No line before the one containing "6 2 6-2v14l-6" should appear; that line and all lines after it, through the end of the data, are to be set down exactly.

§ **Data entries**:
*** Block opens ***

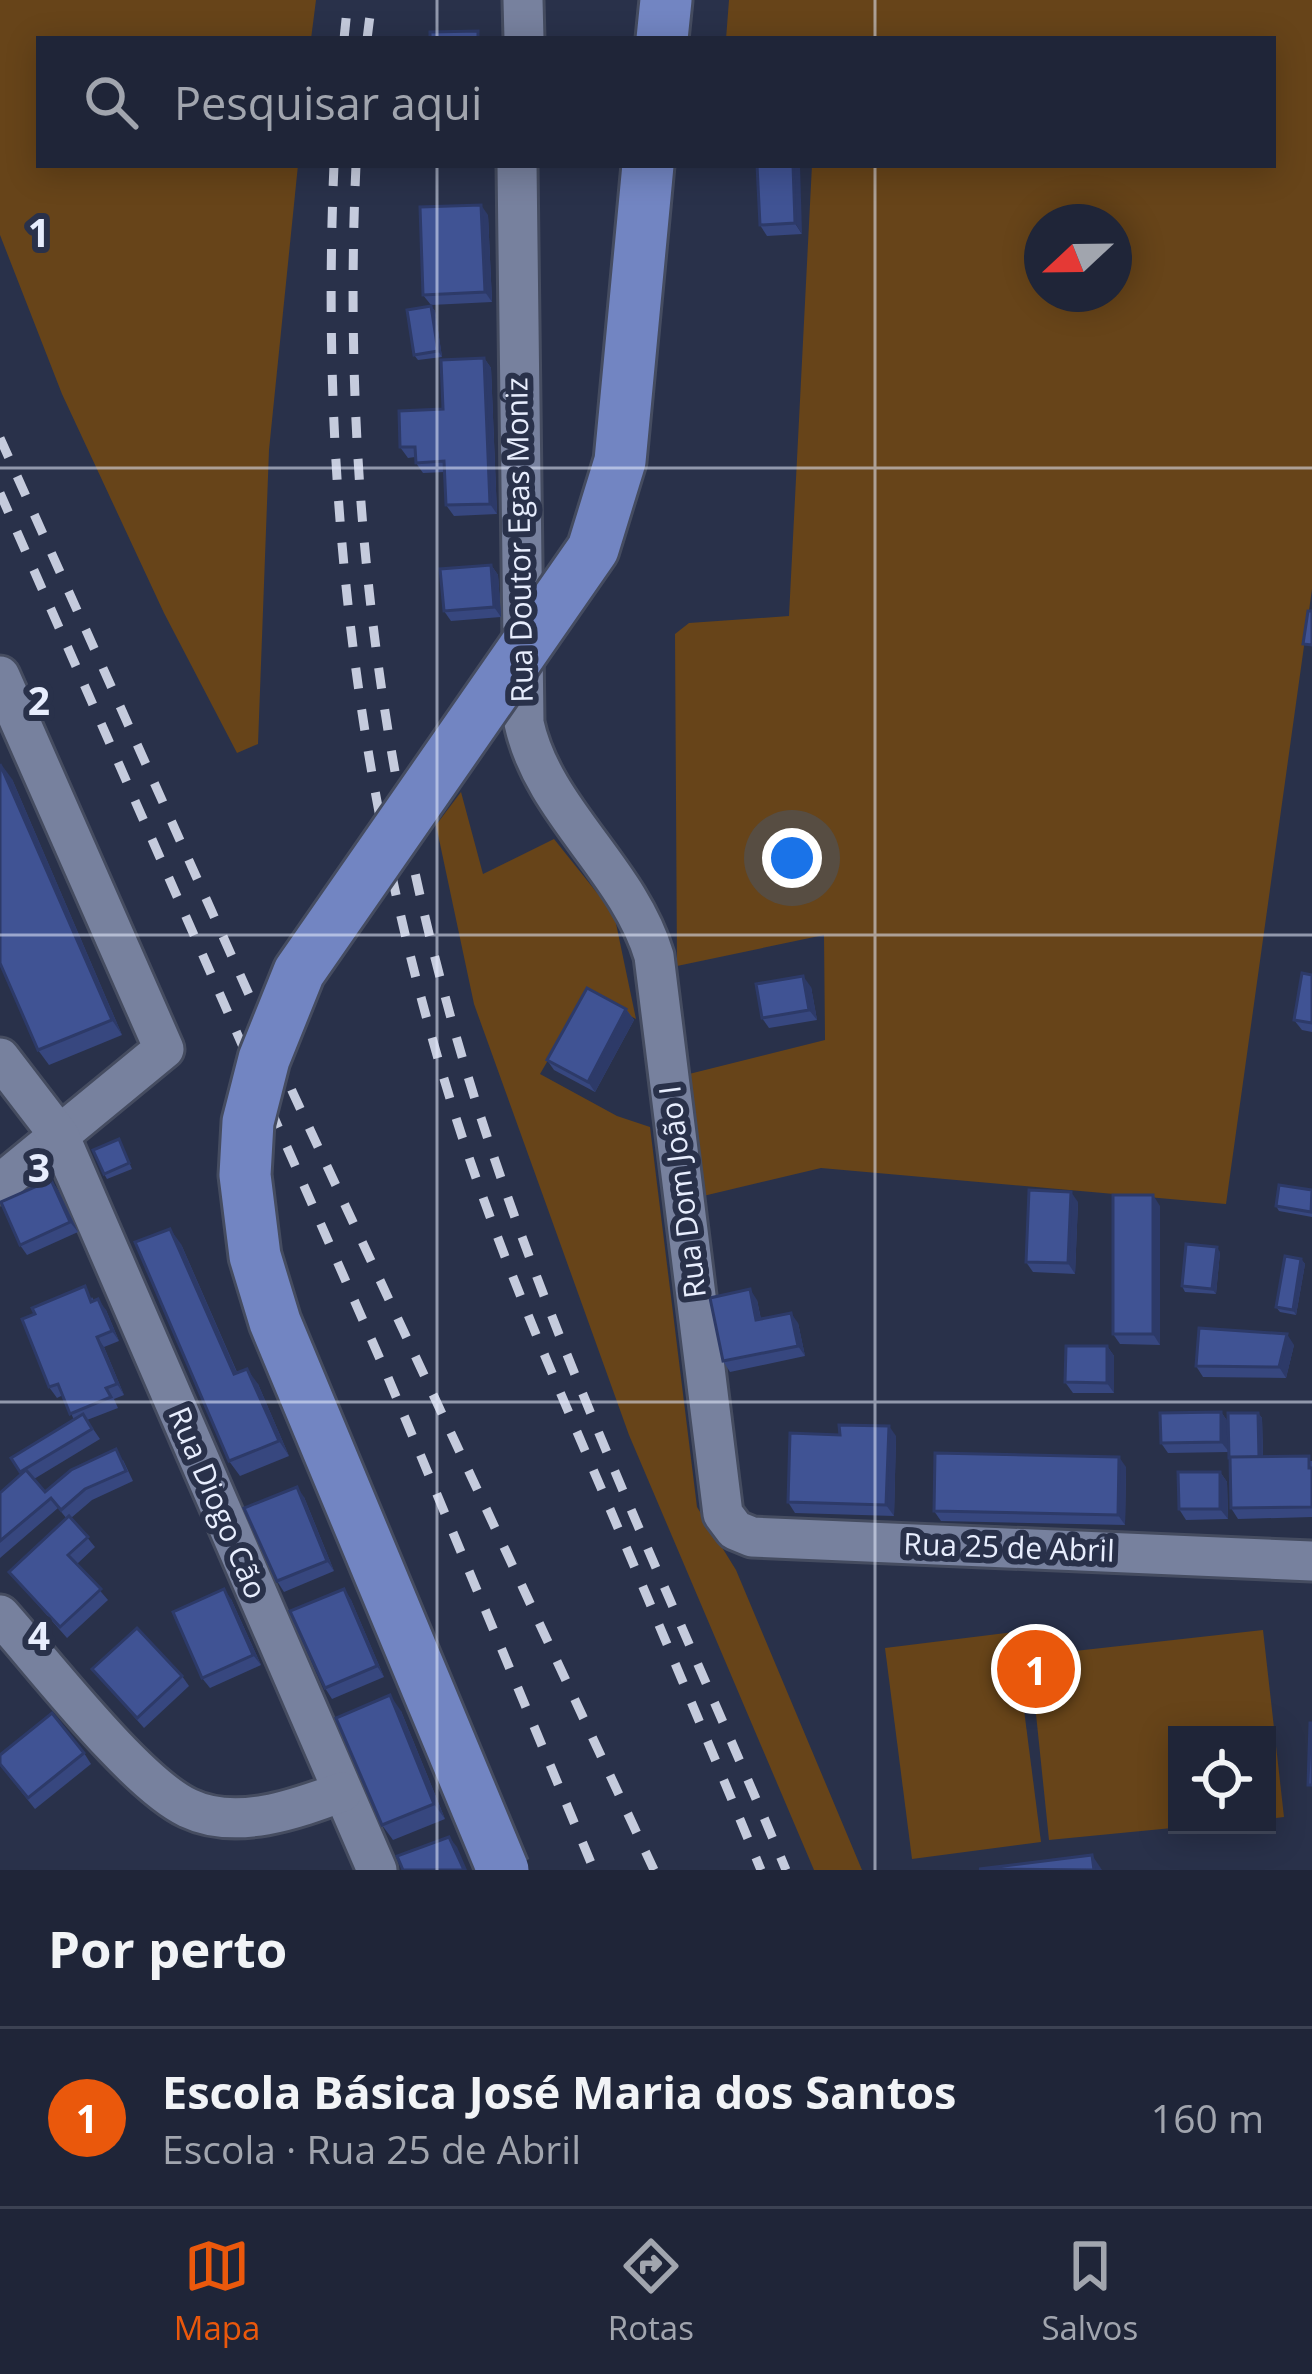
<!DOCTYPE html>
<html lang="pt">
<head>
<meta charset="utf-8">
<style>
  :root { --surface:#1f2538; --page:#272d40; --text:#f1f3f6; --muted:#a1a5ae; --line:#3c4253; --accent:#ea580c }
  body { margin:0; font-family:"Open Sans",sans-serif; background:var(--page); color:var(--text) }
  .controls { position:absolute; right:36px; bottom:36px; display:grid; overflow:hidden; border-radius:0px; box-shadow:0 6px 30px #0003 }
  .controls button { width:108px; height:108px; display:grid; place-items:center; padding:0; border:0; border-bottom:3px solid var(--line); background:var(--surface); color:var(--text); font:60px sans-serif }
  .compass { position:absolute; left:1024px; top:204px; width:108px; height:108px; border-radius:50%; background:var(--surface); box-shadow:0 6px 30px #0003; rotate:248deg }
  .you { position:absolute; left:792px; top:858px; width:42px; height:42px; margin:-30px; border:9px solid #fff; border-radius:50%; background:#1a73e8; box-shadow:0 0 0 18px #1a73e833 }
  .badge { display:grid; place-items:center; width:78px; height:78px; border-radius:50%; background:var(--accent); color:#fff; font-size:39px; font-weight:700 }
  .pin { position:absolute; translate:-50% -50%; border:6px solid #fff; box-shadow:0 3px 12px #0006 }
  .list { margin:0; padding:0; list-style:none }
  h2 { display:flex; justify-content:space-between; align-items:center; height:156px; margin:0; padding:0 48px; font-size:51px }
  h2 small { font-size:39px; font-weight:400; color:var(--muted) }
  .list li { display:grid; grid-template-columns:78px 1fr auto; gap:36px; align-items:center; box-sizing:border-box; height:180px; padding:0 48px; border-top:3px solid var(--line) }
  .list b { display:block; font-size:45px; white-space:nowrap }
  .list p { margin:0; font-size:39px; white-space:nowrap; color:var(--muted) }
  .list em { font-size:39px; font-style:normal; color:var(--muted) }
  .icon { flex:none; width:66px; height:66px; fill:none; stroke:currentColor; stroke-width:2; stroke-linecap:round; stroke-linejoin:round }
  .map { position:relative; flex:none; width:1312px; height:1870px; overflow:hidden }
  .search { position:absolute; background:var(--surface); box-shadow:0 6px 30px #0003; left:36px; right:36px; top:36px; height:132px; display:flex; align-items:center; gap:30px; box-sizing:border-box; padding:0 42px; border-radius:0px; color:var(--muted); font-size:45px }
  .sheet { height:336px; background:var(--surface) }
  nav { display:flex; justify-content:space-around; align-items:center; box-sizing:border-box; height:168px; border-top:3px solid var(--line); background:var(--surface); font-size:33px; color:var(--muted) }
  nav a { display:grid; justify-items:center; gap:6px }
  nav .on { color:var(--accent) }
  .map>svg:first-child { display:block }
  .green { fill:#674419; fill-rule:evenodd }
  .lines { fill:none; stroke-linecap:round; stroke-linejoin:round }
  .minor-casing { stroke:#454c60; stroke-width:45 }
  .major-casing { stroke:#454c60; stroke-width:57 }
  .minor { stroke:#77819e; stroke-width:39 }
  .major { stroke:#7285c2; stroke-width:51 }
  .rail { stroke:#c5cbdd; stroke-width:9; stroke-dasharray:21 21; stroke-linecap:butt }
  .major-bridge-casing { stroke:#454c60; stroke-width:57; stroke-linecap:butt }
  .major-bridge { stroke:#7285c2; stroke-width:51 }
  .wall { fill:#37477f }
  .shaded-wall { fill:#2d3a68 }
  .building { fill:#405394; stroke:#2d3a68; stroke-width:3 }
  .grid { fill:none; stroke:#e7edfd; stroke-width:3; stroke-opacity:0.55 }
  .labels { text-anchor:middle; stroke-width:12; stroke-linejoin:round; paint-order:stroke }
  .street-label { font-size:30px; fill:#e7edfd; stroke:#29314a }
  .grid-label { font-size:39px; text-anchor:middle; font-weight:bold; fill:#e7edfd; stroke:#29314a; stroke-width:12; stroke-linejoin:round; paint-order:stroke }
</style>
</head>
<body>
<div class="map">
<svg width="1312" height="1870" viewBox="0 0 1312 1870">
  <rect width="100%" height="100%" fill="#29314a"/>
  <!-- green -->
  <g class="green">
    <path d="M0 0H316L311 39H39V165H298L269 450 258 744 237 753 164 613 62 394 0 235Z"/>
    <path d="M729 0H1312V589L1226 1204 821 1168 699 1197 685 1075 825 1040 824 935 677 966 675 634 689 623 789 616 812 165H1273V39H726ZM1042 222H1114V294H1042Z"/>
    <path d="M461 792 483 874 554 839 614 914 636 1019 587 993 540 1074 617 1116 650 1127 697 1507 736 1570 862 1870H814L629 1435 546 1204 474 1004 436 825Z"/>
    <path d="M1263 1630 1284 1817 1267 1819V1735H1177V1825H1203L1049 1840 1030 1656Z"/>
    <path d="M1014 1632 1041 1842 912 1859 885 1648Z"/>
  </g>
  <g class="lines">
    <!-- minor casing -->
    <g class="minor-casing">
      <g id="minor">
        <path d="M523 0 524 39"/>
        <path d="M517 165 524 723C543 811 628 869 654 956L723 1514 735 1530 752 1537 1312 1561"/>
        <path d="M0 676 164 1049 0 1184"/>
        <path d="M0 1058 59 1135 377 1870"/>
        <path d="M0 1615C43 1663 135 1783 188 1808 236 1831 296 1809 342 1792"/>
      </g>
    </g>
    <!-- major casing -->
    <g class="major-casing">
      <path id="major" d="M662 39 666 0"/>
    </g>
    <!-- minor -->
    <use href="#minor" class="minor"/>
    <!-- major -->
    <use href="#major" class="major"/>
    <!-- rail -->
    <g class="rail">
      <path d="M344 39 348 0"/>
      <path d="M367 39 372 0"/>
      <path d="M334 165C320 483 357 800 452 1105 494 1241 551 1371 607 1502 659 1624 710 1747 761 1870"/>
      <path d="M356 165C342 471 378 777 466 1070 549 1344 676 1606 786 1870"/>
      <path d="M0 438 293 1093 654 1870"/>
      <path d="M0 493 387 1375 594 1870"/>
    </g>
    <!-- major-bridge casing -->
    <g class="major-bridge-casing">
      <path id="major-bridge" d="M503 1870 275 1322 255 1256 245 1175 248 1122 264 1059 299 972 593 549 620 461 648 165"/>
    </g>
    <!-- major-bridge -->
    <use href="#major-bridge" class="major-bridge"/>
  </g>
  <!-- wall -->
  <g class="wall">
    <path d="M757 165 802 234 767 236 760 225Z"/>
    <path d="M488 215 492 302 431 305 423 295Z"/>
    <path d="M431 306 435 311 442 357 418 360 414 355Z"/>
    <path d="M484 358 491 368 497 514 454 516 446 505 445 472 423 473 416 463 415 457 408 458 400 447 443 409Z"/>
    <path d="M491 565 498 575 501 617 451 621 444 611Z"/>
    <path d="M12 779 122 1035 49 1065 38 1050Z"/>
    <path d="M1312 975V1032L1302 1030 1294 1020Z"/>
    <path d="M811 987 817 1020 769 1028 762 1018Z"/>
    <path d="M626 1009 634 1020 595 1092 554 1070 547 1060Z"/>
    <path d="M119 1139 132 1169 107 1179 104 1174Z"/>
    <path d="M51 1180 58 1190 78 1232 27 1255 20 1245Z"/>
    <path d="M1312 1190V1217L1279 1211 1276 1206Z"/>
    <path d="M1078 1202 1075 1274 1033 1272 1026 1262Z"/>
    <path d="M1160 1206V1345L1120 1344 1113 1334Z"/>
    <path d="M181 1244 237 1372 258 1384 289 1456 240 1476 229 1461Z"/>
    <path d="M1220 1252 1216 1294 1185 1292 1182 1286Z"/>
    <path d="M1301 1259 1305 1264 1296 1315 1280 1312 1276 1307Z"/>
    <path d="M92 1297 94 1301 106 1310 119 1341 104 1347 124 1395 114 1399 118 1408 87 1420 100 1439 34 1479 45 1492 123 1460 133 1481 92 1500 71 1518 95 1547 77 1564 108 1600 67 1638 9 1572 67 1519 58 1508 0 1558V1493L22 1474 11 1458 74 1420 63 1395 57 1398 49 1387Z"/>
    <path d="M757 1300 761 1319 798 1323 805 1356 730 1372 723 1361Z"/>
    <path d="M1294 1345 1286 1378 1203 1377 1196 1366Z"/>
    <path d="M1107 1346 1114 1356V1393H1073L1065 1382Z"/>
    <path d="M1221 1412 1228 1422 1229 1452 1168 1453 1161 1443Z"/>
    <path d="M1258 1413 1262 1418 1263 1457 1312 1461V1517L1238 1519 1231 1508Z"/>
    <path d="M896 1436 894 1516 795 1513 788 1502Z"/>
    <path d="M1126 1467 1125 1525 941 1521 934 1511Z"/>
    <path d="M1220 1472 1227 1482 1228 1519 1186 1520 1179 1509Z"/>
    <path d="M304 1497 334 1571 284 1592 277 1581Z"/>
    <path d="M344 1589 351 1600 384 1677 332 1699 325 1688Z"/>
    <path d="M231 1599 261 1665 210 1688 202 1678Z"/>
    <path d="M92 1669 182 1676 189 1686 144 1728Z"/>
    <path d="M401 1711 445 1819 393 1840 382 1825Z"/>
    <path d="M84 1753 91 1764 35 1809 0 1765Z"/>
  </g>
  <!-- shaded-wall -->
  <g class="shaded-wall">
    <path d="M793 165H800L802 234 795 223Z"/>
    <path d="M481 205 488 215 492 302 485 292Z"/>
    <path d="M431 306 435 311 442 357 438 351Z"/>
    <path d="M484 358 491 368 497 514 490 504Z"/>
    <path d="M491 565 498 575 501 617 494 607Z"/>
    <path d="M1 764 12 779 122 1035 112 1020Z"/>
    <path d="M803 976 811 987 817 1020 809 1010Z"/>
    <path d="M626 1009 634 1020 595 1092 588 1082Z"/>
    <path d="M51 1180 58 1190 78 1232 70 1222Z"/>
    <path d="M1071 1192 1078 1202 1075 1274 1068 1263Z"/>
    <path d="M1153 1195 1160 1206V1345L1153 1334Z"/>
    <path d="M170 1229 181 1244 244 1389 234 1374Z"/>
    <path d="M1217 1247 1220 1252 1216 1294 1212 1289Z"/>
    <path d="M1301 1259 1305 1264 1296 1315 1293 1310Z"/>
    <path d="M750 1289 757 1300 763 1330 756 1320Z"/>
    <path d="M98 1299 106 1310 119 1341 112 1331Z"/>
    <path d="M791 1313 798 1323 805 1356 798 1346Z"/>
    <path d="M1287 1334 1294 1345 1286 1378 1279 1367Z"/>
    <path d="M97 1337 104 1347 124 1395 117 1384Z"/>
    <path d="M1107 1346 1114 1356V1393L1107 1383Z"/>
    <path d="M247 1369 258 1384 289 1456 279 1441Z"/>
    <path d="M1221 1412 1228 1422 1229 1452 1221 1442Z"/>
    <path d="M1258 1413 1262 1418 1263 1462 1259 1457Z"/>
    <path d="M889 1426 896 1436 894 1516 886 1505Z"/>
    <path d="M1119 1457 1126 1467 1125 1525 1118 1515Z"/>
    <path d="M1220 1472 1227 1482 1228 1519 1220 1509Z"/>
    <path d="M297 1487 304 1497 334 1571 327 1561Z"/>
    <path d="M224 1589 231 1599 261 1665 253 1655Z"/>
    <path d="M344 1589 351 1600 384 1677 377 1666Z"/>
    <path d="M390 1695 401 1711 445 1819 434 1804Z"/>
    <path d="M449 1837 457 1847 467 1870H464Z"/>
    <path d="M1092 1855 1102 1870H1094Z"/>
  </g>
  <!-- building -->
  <g class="building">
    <path d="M478 31V39H430V32Z"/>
    <path d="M757 165H793L795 223 760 225Z"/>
    <path d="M481 205 485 292 423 295 420 207Z"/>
    <path d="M431 306 438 351 414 355 407 310Z"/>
    <path d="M484 358 490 504 446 505 444 461 416 463 415 447H400L399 411 443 409 441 360Z"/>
    <path d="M491 565 494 607 444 611 440 569Z"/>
    <path d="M1308 611H1312V645L1303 644Z"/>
    <path d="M0 764 112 1020 38 1050 0 963Z"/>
    <path d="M1302 973 1312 975V1023L1294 1020Z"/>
    <path d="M803 976 809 1010 762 1018 756 984Z"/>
    <path d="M587 988 626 1009 588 1082 547 1060Z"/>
    <path d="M119 1139 129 1163 104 1174 93 1150Z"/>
    <path d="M51 1180 70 1222 20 1245 1 1202Z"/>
    <path d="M1279 1185 1312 1190 1311 1212 1276 1206Z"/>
    <path d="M1029 1190 1071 1192 1068 1263 1026 1262Z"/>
    <rect x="1113" y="1195" width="40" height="139"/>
    <path d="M170 1229 234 1374 247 1369 279 1441 229 1461 135 1242Z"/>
    <path d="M1186 1244 1217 1247 1212 1289 1182 1286Z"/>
    <path d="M1285 1256 1301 1259 1293 1310 1276 1307Z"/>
    <path d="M85 1286 91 1302 98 1299 112 1331 97 1337 117 1384 106 1388 111 1397 70 1414 58 1384 49 1387 22 1319 35 1314 32 1308Z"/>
    <path d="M750 1289 756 1320 791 1313 798 1346 723 1361 710 1298Z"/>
    <path d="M1199 1328 1287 1334 1279 1367 1196 1366Z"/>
    <path d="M1066 1346H1107V1383L1065 1382Z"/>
    <path d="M1221 1412V1442L1161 1443 1160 1413Z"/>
    <path d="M1228 1413H1258L1259 1457 1229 1458Z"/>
    <path d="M83 1414 92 1429 20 1472 11 1458Z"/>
    <path d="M839 1425 889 1426 886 1505 788 1502 790 1433 840 1435Z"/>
    <path d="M116 1449 126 1471 85 1489 61 1510 51 1498 0 1541V1493L26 1470 45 1492 71 1470Z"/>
    <path d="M935 1453 1119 1457 1118 1515 934 1511Z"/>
    <path d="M1309 1456V1468H1312V1507L1231 1508 1230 1457Z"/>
    <path d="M1178 1472H1220V1509H1179Z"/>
    <path d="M297 1487 327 1561 277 1581 244 1508Z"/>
    <path d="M69 1516 88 1537 68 1555 101 1589 60 1627 9 1572Z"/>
    <path d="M224 1589 253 1655 202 1678 173 1612Z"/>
    <path d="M344 1589 377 1666 325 1688 290 1611Z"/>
    <path d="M137 1628 182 1676 137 1718 92 1669Z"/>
    <path d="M390 1695 434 1804 382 1825 336 1718Z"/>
    <path d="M52 1713 84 1753 28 1798 0 1764V1755Z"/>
    <path d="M1310 1723H1312V1785H1308Z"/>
    <path d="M449 1837 464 1870H403L397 1856Z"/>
    <path d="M1092 1855 1094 1870 979 1869Z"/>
  </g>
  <!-- grid -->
  <path class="grid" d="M437 0V39M875 0V39M437 165V1870M875 165V1870M0 468H1312M0 935H1312M0 1402H1312"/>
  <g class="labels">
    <!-- street labels -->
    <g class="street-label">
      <text transform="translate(520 540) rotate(-91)" y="10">Rua Doutor Egas Moniz</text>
      <text transform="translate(683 1192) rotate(-97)" y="10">Rua Dom João I</text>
      <text transform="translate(217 1503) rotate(67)" y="10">Rua Diogo Cão</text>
      <text transform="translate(1009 1548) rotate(2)" y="10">Rua 25 de Abril</text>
    </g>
  </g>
  <g class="grid-label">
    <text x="39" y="247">1</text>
    <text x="39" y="715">2</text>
    <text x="39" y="1182">3</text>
    <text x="39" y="1650">4</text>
  </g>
</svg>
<div class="controls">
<button><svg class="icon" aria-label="locate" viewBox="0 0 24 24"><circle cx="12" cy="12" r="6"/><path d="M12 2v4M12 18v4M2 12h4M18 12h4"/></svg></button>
</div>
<svg class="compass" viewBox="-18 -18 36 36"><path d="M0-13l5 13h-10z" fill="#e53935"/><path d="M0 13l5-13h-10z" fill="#a1a5ae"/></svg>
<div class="you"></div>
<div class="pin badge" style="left:1036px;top:1669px">1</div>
<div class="search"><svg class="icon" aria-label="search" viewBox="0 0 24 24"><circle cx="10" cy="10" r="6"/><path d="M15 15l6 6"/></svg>Pesquisar aqui</div>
</div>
<section class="sheet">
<h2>Por perto<small></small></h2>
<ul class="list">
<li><span class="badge">1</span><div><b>Escola Básica José Maria dos Santos</b><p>Escola · Rua 25 de Abril</p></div><em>160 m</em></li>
</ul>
</section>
<nav>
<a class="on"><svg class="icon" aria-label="map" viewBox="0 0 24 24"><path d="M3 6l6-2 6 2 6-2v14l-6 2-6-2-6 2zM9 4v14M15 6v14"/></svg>Mapa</a>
<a><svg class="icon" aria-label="directions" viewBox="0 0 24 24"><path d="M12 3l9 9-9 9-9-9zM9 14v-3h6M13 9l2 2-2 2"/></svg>Rotas</a>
<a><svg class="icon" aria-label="saved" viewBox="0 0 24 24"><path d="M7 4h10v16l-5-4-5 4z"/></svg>Salvos</a>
</nav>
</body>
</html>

*** Block closes ***

§ **EXERCISE RESULT**:
<a class="on"><svg class="icon" aria-label="map" viewBox="0 0 24 24"><path d="M3 6l6-2 6 2 6-2v14l-6 2-6-2-6 2zM9 4v14M15 6v14"/></svg>Mapa</a>
<a><svg class="icon" aria-label="directions" viewBox="0 0 24 24"><path d="M12 3l9 9-9 9-9-9zM9 14v-3h6M13 9l2 2-2 2"/></svg>Rotas</a>
<a><svg class="icon" aria-label="saved" viewBox="0 0 24 24"><path d="M7 4h10v16l-5-4-5 4z"/></svg>Salvos</a>
</nav>
</body>
</html>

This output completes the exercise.